The Court of Appeal has affirmed the decision of the High Court of Lagos State awarding N5 million as general damages for libel to a former deputy governor of Imo State, Sir Jude Agbaso against Prince Marshal Okafor Anyanwu, a former Imo State Chairman of All Progressives Grand Alliance (APGA).
Agbaso, who was impeached as deputy governor of Imo State in March 2013, had filed an action in the Lagos State High Court through his lawyers, Auxano Law, claiming damages for a publication in the Daily Sun newspaper signed by Okafor-Anyanwu wherein allegations of corruption were made against Agbaso. Agbaso contended that the allegations were false and were only used as pretext to remove him from office.
In his defence, Okafor-Anyanwu argued that although he signed the publication, it should be taken as a publication of APGA which he merely wrote in his capacity as State Chairman.

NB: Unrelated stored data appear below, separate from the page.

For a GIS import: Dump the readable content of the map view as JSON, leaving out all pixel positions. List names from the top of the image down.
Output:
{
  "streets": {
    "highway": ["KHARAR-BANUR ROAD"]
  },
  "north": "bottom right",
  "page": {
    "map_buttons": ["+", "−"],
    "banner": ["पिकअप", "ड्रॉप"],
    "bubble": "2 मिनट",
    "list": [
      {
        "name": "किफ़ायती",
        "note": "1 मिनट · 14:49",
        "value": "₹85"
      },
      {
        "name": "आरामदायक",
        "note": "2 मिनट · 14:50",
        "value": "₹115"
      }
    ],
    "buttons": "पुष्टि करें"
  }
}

He argued that it was rather APGA that should be liable for the libel especially when Agbaso did not prove that he was the person who paid the Daily Sun for the advertorial.
In the judgment delivered on 31st May, 2018, Justice I. O. Harrison of the Lagos High Court held that Okafor-Anyanwu defamed Agbaso by the publication and ordered him to write a letter of apology to Agbaso within 7 days of the judgment, pay N5 million as general damages, publish retractions in the Daily Sun, The Nation and Punch on a Sunday, Wednesday and Saturday consecutively, and also pay costs of N100,000 to Agbaso.
But Okafor-Anyanwu appealed to the Court of Appeal, Lagos Division against the judgment, contending that the lower court was wrong to have held him liable for libel when he only signed the newspaper publication in his capacity as Imo State chairman of APGA and when it was not shown that he paid for the publication.
Agbaso’s lawyer, Mr. Chijioke Emeka, SAN of Auxano Law contended that Agbaso was free to choose who to sue among several tortfeasors responsible for the malicious publication and that Agbaso had rightly chosen to sue the author of the defamatory material.
He contended that proof of payment for publication is not a requirement for success in a libel claim as even a mere vendor or bookseller can be held liable for his publication of a defamatory material.
In its judgment, a special panel of the Court of Appeal constituted by Justices Abimbola Obaseki-Adejumo, Abubakar Talba and Abdullahi Bayero, dismissed Okafor-Anyanwu’s appeal and unanimously upheld the decision of the trial court.
The court reaffirmed that Okafor-Anyanwu was rightly held liable for defaming Agbaso with the advertorial which he authored, even though APGA was not sued as a party.